» TASK STATEMENT:
What lines of the data below hold the string "white"? Copy each one out.

-------- DATA TO PROCESS --------

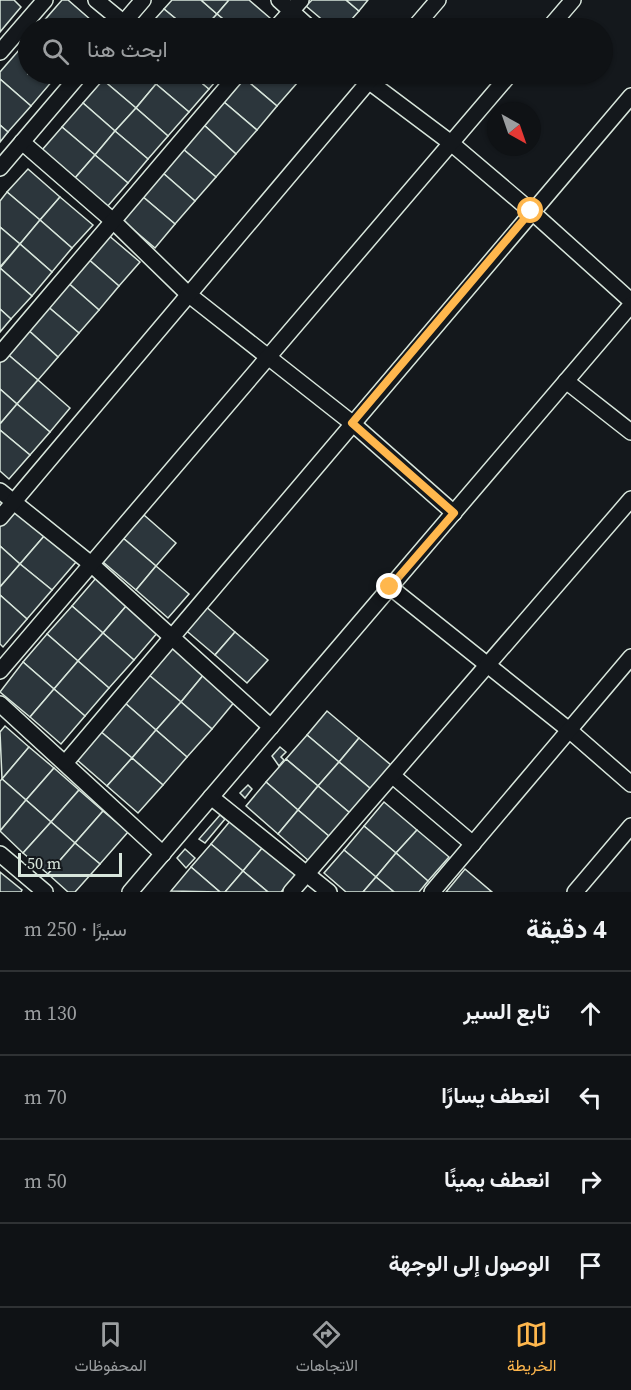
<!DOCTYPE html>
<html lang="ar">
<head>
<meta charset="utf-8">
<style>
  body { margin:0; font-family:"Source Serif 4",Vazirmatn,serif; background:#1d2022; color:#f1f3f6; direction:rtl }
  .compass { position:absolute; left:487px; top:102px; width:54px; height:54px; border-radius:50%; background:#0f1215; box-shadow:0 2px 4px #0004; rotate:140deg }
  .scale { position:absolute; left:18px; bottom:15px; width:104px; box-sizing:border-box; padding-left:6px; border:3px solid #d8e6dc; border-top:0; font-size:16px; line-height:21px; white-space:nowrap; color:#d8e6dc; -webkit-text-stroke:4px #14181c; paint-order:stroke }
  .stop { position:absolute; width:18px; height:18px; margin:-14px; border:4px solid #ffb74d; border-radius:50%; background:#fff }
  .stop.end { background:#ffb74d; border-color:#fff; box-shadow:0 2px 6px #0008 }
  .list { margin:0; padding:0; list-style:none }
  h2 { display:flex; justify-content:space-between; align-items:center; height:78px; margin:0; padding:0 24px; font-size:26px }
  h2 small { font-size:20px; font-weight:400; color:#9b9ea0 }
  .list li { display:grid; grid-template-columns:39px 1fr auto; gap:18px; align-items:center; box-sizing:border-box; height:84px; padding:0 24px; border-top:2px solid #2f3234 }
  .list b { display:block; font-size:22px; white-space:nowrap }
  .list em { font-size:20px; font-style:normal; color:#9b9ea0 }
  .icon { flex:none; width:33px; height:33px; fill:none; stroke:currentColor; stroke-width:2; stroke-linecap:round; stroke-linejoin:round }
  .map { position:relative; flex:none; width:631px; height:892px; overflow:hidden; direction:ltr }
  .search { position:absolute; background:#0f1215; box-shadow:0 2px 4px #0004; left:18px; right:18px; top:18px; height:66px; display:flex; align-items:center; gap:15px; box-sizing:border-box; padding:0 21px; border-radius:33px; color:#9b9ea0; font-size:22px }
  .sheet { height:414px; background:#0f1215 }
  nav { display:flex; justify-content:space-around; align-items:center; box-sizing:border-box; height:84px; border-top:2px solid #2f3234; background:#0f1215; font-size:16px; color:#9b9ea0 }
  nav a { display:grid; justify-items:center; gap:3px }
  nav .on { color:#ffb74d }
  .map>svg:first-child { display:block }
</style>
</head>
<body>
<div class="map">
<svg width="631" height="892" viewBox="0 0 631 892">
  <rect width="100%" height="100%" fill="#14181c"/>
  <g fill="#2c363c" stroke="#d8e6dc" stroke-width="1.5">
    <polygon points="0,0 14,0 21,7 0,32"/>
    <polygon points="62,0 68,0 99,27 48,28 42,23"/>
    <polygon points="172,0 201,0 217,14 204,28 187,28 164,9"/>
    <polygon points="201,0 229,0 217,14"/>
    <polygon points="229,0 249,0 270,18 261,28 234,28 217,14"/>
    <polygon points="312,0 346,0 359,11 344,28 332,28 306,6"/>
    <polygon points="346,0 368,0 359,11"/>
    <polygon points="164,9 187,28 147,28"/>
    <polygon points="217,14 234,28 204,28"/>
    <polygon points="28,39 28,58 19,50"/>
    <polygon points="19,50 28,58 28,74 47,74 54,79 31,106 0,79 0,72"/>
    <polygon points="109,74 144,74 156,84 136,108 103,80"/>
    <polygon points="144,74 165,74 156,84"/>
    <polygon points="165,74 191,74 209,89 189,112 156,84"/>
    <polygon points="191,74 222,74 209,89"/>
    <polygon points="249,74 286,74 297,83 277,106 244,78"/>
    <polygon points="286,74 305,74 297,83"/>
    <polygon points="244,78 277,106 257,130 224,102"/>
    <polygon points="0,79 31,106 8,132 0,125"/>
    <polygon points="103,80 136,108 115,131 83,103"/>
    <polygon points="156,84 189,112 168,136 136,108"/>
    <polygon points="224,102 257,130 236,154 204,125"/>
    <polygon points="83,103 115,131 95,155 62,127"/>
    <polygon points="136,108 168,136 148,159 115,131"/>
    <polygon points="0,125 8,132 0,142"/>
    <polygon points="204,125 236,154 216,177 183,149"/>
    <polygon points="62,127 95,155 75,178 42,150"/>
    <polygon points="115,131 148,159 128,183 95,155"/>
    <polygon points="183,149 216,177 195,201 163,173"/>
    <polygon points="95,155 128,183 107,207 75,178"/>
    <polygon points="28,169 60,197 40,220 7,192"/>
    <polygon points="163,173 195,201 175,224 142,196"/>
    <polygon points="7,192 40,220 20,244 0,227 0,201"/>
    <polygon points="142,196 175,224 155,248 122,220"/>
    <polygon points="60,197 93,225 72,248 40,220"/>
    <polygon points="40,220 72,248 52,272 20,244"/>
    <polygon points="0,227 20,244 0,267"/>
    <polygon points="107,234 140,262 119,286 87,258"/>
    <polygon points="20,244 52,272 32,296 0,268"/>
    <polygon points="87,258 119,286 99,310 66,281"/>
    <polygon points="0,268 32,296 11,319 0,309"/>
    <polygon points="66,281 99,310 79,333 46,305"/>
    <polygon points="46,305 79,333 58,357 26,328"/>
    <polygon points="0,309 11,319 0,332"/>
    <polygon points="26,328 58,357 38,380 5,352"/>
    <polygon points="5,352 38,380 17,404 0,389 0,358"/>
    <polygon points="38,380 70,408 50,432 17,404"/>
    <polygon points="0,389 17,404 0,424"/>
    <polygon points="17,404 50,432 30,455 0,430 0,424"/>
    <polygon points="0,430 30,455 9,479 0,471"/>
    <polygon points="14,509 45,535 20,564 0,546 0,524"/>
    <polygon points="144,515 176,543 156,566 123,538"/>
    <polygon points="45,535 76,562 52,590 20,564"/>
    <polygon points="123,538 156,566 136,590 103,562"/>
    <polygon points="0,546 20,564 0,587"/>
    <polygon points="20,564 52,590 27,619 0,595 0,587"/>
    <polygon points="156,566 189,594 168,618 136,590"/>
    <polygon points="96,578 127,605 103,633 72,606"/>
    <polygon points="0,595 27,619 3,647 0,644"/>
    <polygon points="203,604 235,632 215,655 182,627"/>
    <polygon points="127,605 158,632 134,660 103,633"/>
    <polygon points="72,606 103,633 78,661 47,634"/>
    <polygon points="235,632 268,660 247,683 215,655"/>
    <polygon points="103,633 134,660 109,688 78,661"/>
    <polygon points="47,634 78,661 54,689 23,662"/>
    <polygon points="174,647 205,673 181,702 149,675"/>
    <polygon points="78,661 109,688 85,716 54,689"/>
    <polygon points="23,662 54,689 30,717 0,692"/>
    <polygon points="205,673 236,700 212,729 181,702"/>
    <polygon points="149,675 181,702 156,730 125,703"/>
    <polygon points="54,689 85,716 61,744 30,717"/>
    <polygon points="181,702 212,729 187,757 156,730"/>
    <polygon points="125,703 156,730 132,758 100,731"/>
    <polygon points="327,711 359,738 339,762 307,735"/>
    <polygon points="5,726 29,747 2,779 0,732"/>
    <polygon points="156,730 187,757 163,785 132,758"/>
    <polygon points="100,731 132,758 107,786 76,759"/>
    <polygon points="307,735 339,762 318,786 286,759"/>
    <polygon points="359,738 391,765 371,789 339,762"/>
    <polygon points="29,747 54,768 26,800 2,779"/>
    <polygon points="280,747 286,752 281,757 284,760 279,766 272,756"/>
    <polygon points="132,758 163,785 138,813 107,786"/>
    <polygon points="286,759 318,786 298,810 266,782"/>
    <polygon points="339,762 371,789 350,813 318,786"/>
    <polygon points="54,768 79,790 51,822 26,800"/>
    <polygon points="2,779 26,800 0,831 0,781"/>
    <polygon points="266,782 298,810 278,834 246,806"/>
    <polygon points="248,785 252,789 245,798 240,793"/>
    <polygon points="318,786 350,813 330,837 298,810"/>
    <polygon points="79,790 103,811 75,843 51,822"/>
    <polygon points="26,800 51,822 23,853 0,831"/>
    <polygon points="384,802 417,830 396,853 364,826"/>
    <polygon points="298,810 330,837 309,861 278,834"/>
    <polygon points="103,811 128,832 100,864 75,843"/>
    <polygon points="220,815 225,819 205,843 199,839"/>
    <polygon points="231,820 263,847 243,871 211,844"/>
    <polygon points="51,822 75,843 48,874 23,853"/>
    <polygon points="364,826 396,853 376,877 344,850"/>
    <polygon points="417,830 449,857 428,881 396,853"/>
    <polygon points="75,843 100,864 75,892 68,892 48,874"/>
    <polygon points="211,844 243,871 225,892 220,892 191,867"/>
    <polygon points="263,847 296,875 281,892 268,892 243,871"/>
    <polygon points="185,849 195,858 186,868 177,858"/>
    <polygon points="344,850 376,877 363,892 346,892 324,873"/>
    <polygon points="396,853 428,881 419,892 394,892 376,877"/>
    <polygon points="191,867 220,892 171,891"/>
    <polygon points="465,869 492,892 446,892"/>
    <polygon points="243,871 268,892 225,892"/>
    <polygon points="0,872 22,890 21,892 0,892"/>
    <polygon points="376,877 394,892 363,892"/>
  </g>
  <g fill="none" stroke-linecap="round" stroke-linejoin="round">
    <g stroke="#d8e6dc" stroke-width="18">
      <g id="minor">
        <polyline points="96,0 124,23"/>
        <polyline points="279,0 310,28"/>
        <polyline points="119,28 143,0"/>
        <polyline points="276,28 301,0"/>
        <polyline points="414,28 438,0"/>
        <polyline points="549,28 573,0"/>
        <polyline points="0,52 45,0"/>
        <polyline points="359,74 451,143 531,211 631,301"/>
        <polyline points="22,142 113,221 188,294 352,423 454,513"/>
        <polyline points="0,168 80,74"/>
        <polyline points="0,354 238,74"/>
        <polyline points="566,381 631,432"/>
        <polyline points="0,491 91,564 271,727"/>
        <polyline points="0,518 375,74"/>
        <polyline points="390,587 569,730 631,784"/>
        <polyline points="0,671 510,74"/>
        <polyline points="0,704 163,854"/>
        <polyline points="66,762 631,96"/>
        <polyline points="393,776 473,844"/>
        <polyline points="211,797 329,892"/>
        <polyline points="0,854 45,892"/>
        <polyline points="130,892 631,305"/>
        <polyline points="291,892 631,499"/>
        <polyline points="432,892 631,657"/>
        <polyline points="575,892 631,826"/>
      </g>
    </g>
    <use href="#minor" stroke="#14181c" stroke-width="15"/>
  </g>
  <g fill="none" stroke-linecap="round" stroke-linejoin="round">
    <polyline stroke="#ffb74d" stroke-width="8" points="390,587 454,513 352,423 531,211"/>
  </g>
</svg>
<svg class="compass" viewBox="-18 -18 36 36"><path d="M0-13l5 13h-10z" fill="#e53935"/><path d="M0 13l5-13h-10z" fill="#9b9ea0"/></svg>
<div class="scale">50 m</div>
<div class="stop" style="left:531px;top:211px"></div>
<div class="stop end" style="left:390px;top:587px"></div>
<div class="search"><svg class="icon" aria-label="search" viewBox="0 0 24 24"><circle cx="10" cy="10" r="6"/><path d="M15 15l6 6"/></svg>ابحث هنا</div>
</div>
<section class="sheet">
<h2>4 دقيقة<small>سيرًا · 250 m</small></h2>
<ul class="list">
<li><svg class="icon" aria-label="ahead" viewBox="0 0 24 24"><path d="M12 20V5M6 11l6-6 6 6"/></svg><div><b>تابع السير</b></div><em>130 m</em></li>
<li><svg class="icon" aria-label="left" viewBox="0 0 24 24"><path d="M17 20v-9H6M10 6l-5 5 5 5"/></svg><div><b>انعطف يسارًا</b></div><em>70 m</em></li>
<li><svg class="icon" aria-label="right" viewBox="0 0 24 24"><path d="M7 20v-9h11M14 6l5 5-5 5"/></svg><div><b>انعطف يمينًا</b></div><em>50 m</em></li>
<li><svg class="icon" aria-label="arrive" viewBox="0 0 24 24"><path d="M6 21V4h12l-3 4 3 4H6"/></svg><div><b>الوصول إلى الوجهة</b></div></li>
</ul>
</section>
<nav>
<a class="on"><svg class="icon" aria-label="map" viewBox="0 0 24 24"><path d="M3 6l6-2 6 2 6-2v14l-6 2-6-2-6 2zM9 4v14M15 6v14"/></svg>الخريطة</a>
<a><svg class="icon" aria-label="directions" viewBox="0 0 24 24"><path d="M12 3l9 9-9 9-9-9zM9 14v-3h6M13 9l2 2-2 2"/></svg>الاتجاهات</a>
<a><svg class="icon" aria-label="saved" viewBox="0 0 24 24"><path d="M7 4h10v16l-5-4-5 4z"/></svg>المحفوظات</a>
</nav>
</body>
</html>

--------

» RESPONSE TO THE TASK:
  .scale { position:absolute; left:18px; bottom:15px; width:104px; box-sizing:border-box; padding-left:6px; border:3px solid #d8e6dc; border-top:0; font-size:16px; line-height:21px; white-space:nowrap; color:#d8e6dc; -webkit-text-stroke:4px #14181c; paint-order:stroke }
  .list b { display:block; font-size:22px; white-space:nowrap }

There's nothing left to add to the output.